Adjournments and abstentions
Another option is to “suspend payments by requesting an unemployment deferral or hardship forbearance,” says Helhoski. (See details on that here.) However, she points out that suspending payments or requesting unemployment forbearance are best used for short periods of time, as interest will continue to accrue and increase the total amount you owe each time you begin to repay.
How to manage private loans
For private loans, the best first step is to call the loan officer and try to get them to work with you on your payments. You might also consider refinancing at a lower rate, but “I suspect it may be difficult to refinance the loan if your son is not currently employed,” says Certified Financial Planner Lisa Weil.

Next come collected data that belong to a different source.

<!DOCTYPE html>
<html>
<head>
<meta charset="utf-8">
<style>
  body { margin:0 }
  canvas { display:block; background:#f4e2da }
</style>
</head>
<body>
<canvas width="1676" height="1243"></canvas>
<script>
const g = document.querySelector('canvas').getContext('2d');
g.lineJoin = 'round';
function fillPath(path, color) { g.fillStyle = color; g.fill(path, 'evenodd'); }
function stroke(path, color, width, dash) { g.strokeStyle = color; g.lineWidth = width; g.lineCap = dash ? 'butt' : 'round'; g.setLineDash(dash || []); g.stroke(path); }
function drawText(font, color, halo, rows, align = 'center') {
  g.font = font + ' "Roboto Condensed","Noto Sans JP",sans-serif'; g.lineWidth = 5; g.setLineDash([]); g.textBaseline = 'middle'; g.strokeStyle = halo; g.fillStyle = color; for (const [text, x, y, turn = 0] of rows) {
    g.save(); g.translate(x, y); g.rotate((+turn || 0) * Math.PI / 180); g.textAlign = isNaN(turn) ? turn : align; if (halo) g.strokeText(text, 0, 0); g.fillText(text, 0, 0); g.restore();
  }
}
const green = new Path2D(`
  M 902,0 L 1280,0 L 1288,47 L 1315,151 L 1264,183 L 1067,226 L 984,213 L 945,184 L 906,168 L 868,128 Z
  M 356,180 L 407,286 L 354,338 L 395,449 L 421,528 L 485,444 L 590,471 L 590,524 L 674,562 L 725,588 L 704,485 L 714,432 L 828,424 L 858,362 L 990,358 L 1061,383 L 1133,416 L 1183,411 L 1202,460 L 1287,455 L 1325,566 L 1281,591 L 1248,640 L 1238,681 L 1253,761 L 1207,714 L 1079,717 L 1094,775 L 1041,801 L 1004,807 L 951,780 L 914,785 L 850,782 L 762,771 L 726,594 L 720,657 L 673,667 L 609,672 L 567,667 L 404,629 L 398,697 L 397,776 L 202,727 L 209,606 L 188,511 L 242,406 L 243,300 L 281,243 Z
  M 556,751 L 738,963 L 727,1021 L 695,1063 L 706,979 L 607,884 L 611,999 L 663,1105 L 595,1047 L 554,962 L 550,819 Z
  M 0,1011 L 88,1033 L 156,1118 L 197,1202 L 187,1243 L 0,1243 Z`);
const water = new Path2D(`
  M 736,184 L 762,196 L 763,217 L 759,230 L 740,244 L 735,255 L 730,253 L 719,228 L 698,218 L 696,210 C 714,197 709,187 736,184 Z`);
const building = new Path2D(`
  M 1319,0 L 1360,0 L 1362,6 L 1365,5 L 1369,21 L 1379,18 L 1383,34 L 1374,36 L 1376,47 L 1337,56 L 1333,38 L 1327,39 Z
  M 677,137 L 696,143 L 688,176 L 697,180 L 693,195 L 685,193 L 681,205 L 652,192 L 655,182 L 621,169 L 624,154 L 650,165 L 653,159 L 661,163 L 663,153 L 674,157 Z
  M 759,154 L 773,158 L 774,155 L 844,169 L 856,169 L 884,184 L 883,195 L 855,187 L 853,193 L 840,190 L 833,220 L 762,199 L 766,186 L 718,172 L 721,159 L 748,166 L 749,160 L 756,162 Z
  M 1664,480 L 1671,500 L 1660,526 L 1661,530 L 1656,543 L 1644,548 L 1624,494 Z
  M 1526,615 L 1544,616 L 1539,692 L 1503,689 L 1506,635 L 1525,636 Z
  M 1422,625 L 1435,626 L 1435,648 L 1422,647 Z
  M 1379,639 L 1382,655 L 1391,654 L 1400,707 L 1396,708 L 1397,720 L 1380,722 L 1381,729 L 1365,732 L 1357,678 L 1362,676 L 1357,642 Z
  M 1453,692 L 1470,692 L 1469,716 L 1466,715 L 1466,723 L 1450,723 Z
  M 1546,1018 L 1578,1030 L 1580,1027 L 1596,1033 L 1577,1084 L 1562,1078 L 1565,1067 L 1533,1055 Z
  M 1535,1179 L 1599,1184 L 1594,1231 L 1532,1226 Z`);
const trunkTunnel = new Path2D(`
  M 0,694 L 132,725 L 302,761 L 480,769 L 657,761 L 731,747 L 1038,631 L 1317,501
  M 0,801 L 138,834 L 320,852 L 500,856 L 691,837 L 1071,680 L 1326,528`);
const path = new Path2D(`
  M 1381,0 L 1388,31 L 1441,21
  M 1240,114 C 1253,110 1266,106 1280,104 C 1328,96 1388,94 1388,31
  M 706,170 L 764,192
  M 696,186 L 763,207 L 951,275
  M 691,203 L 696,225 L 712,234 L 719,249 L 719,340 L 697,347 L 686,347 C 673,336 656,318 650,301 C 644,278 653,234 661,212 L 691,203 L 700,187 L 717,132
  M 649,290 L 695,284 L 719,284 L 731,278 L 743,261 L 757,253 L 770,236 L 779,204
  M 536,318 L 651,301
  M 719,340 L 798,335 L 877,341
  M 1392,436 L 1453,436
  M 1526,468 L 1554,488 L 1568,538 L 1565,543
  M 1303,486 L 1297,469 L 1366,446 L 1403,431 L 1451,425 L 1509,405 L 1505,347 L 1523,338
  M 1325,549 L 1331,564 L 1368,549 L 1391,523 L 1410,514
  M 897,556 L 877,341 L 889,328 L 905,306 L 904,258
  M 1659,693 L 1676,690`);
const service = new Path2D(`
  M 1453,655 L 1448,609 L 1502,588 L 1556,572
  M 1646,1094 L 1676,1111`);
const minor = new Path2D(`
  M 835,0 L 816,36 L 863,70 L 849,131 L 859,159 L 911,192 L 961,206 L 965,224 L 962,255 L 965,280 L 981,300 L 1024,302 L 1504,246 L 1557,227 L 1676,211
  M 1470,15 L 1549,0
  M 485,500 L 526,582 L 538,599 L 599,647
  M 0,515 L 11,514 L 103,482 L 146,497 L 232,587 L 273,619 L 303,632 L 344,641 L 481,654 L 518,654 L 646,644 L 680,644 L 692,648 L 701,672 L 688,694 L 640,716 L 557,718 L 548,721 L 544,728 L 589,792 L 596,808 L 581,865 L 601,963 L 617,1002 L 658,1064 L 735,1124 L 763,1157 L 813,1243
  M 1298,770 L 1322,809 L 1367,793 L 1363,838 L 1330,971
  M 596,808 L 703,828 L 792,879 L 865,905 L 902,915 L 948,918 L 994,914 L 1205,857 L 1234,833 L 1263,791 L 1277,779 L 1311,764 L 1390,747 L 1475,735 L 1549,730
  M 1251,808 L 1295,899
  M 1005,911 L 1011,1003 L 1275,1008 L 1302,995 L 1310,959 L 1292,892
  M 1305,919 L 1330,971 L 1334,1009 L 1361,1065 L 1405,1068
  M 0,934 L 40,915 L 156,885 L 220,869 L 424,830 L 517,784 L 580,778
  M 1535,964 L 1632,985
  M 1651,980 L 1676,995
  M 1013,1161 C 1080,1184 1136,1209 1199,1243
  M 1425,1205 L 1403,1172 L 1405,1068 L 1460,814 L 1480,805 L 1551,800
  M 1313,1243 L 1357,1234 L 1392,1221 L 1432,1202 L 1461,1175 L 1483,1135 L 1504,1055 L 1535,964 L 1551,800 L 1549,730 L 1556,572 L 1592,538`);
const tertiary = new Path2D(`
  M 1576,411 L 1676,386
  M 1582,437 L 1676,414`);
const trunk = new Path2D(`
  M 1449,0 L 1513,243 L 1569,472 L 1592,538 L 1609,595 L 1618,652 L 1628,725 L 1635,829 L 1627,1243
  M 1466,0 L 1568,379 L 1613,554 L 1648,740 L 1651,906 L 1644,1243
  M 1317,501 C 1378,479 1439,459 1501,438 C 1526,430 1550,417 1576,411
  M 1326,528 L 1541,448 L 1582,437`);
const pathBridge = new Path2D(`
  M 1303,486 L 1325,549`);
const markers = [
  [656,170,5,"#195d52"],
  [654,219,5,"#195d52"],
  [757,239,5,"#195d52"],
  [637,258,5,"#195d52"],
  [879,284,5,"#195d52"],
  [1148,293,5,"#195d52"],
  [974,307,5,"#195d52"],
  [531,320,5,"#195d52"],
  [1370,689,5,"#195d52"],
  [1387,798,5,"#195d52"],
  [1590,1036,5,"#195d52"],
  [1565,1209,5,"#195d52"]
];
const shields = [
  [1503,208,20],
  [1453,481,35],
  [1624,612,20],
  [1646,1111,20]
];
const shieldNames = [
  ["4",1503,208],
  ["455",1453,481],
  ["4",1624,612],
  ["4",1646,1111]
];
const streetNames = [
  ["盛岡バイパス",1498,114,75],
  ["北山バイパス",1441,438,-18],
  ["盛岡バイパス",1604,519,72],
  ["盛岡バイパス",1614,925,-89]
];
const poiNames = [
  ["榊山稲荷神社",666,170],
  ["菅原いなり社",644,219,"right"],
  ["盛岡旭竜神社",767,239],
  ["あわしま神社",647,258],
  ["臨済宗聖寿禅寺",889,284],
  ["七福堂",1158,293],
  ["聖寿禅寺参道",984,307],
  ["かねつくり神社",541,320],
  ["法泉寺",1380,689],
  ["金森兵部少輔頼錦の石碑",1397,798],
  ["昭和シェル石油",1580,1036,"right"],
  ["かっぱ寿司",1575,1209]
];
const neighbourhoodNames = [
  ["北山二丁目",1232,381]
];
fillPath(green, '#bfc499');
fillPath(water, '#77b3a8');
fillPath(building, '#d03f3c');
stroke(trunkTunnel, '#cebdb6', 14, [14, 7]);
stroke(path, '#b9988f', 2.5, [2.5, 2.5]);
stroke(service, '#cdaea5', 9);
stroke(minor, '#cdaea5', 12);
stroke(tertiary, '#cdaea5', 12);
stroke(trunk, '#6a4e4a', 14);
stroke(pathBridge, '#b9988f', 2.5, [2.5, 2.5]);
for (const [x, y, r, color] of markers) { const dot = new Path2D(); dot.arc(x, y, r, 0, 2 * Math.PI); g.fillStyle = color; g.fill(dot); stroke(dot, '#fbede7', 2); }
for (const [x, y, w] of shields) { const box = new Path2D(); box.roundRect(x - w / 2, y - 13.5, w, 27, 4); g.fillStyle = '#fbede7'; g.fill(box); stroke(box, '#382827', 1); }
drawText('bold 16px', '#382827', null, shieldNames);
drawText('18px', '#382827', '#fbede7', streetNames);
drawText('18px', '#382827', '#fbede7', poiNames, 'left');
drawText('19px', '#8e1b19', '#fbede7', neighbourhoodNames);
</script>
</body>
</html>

And whatever you do, Matthew Jenkins, Chartered Financial Analyst and Certified Financial Planner at Noble Hill Planning, says, “Don’t co-sign any student loans for your son. This advice is intended to protect your retirement and your finances in the event that he remains unable to repay the loans, in which case you will be responsible for the payments as a co-signer.
Other things your son might want to do now
That said, there are other good options for your son at this point, say the pros. He should try to find a job to be able to repay the loans. Also, since completing the pharmacy program and earning a degree may represent the best path forward for your son financially, the second option he might consider is to contact the school to determine what resources exist to help him get readmitted and come back healthy. academic status. “He might also consider switching to another pharmacy program if it’s not possible to complete the first program,” says Jenkins. That said, if there’s a chance he’ll fail again, it might not be the best way to go.